The funding will go towards creating a consumer-based framework to detect and control lead in drinking water
The U.S. EPA announced $1.9 million in funding to Virginia Polytechnic Institute and State University (Virginia Tech) in Blacksburg, Va., to research strategies to detect and control lead exposure in drinking water.
Virginia Tech will use this funding to create a consumer-based framework to detect and control lead in drinking water. Researchers will work collaboratively with the public, encouraging citizen scientists to participate in the research. By involving consumers directly in research, this community science project is designed to increase public awareness of lead in water and plumbing at a national scale. This research expands the capacity of the most vulnerable communities to actively participate in identifying risks and evaluating opportunities to mitigate those risks.
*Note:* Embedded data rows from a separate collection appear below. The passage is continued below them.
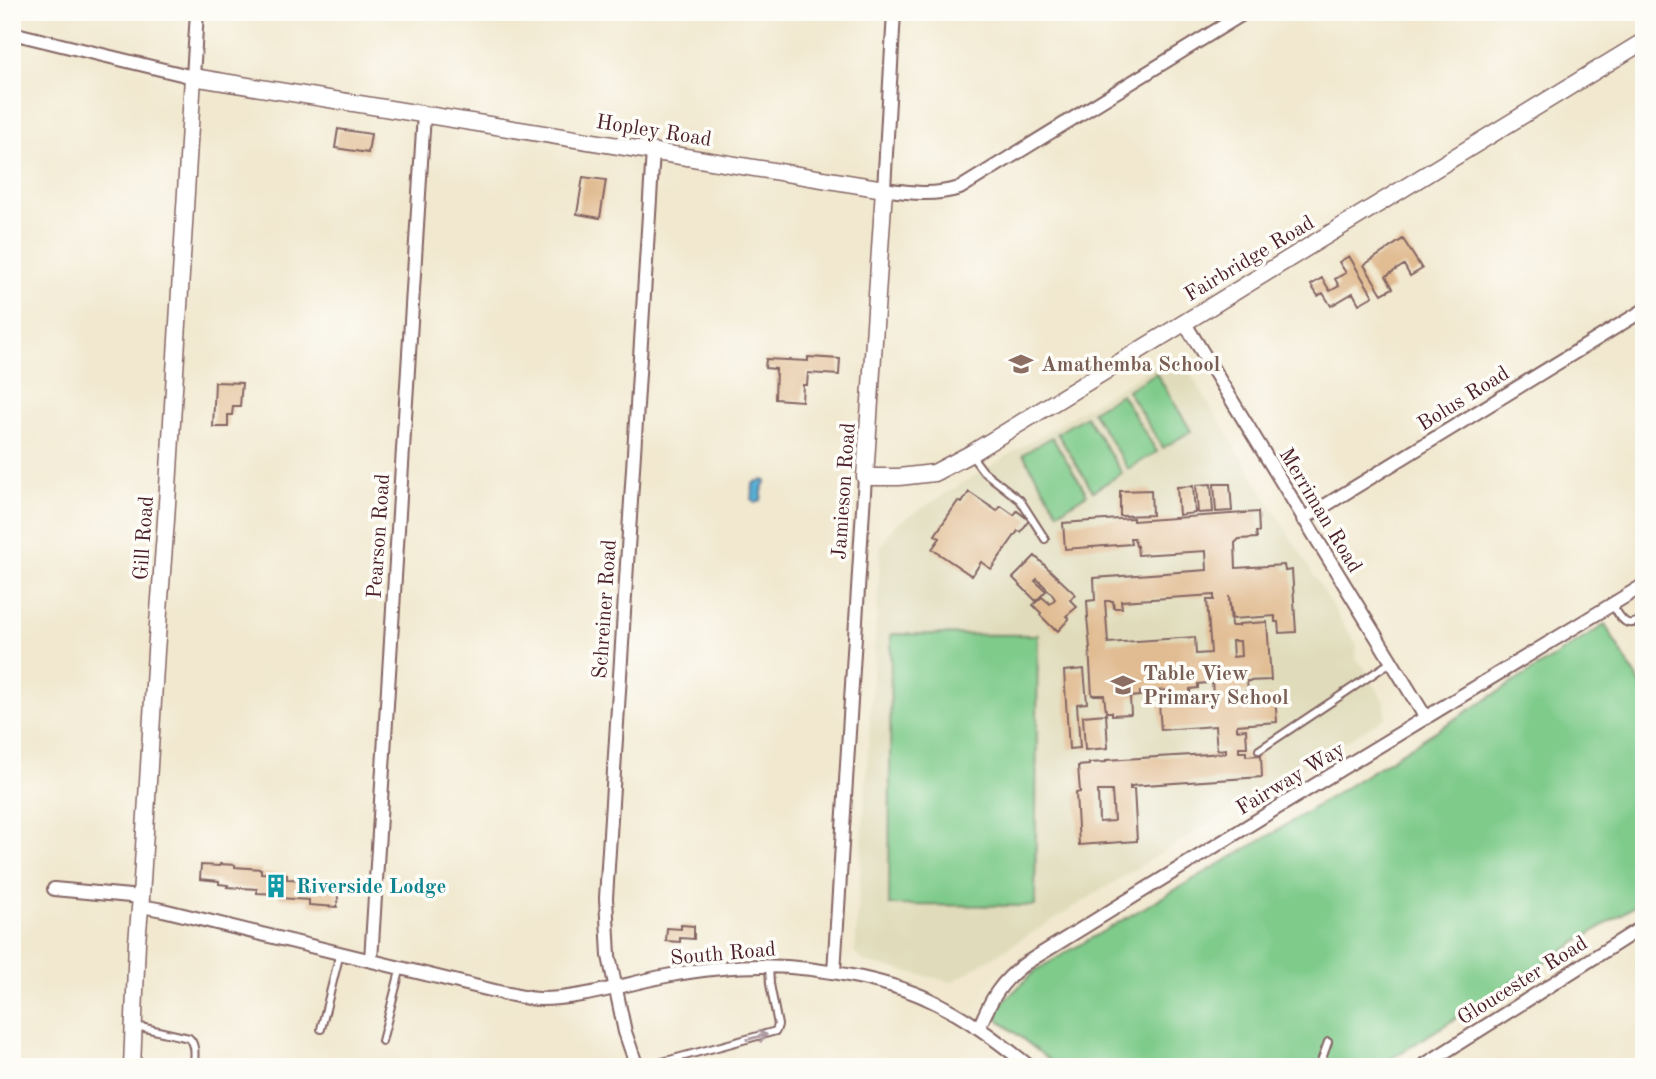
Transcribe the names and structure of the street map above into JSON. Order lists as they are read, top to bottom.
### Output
{
  "streets": {
    "street": [
      "Hopley Road",
      "Fairbridge Road",
      "Bolus Road",
      "Jamieson Road",
      "Merriman Road",
      "Pearson Road",
      "Gill Road",
      "Schreiner Road",
      "Fairway Way",
      "South Road",
      "Gloucester Road"
    ]
  },
  "crossings": [
    ["Hopley Road", "Jamieson Road"],
    ["Hopley Road", "Pearson Road"],
    ["Hopley Road", "Gill Road"],
    ["Hopley Road", "Schreiner Road"],
    ["Fairbridge Road", "Jamieson Road"],
    ["Fairbridge Road", "Merriman Road"],
    ["Bolus Road", "Merriman Road"],
    ["Jamieson Road", "South Road"],
    ["Merriman Road", "Fairway Way"],
    ["Pearson Road", "South Road"],
    ["Gill Road", "South Road"],
    ["Schreiner Road", "South Road"],
    ["Fairway Way", "South Road"]
  ],
  "places": {
    "school or university": ["Amathemba School", "Table View Primary School"],
    "building": ["Riverside Lodge"]
  }
}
“Our team will establish one of the largest citizen science engineering projects in U.S. history to help individuals and communities deal with our shared responsibility for controlling exposure to lead in drinking water through a combination of low-cost sampling, outreach, direct collaboration, and modeling,” said Principal Investigator on the Project Dr. Marc Edwards. “We will tap a growing ‘crowd’ of consumers who want to learn how to better protect themselves from lead, and in the process, also create new knowledge to protect others. Whether from wells or municipalities, we all consume water, and we can collectively work to reduce health risks.”
The grant awarded to Virginia Tech is one of two grants totaling almost four million dollars to detect and control lead in America’s drinking water announced today. EPA also awarded $1.9 million to the Water Research Center in Denver, Colo., to create a risk-based model to identify opportunities to mitigate lead exposure from drinking water including at home and among children and pregnant women.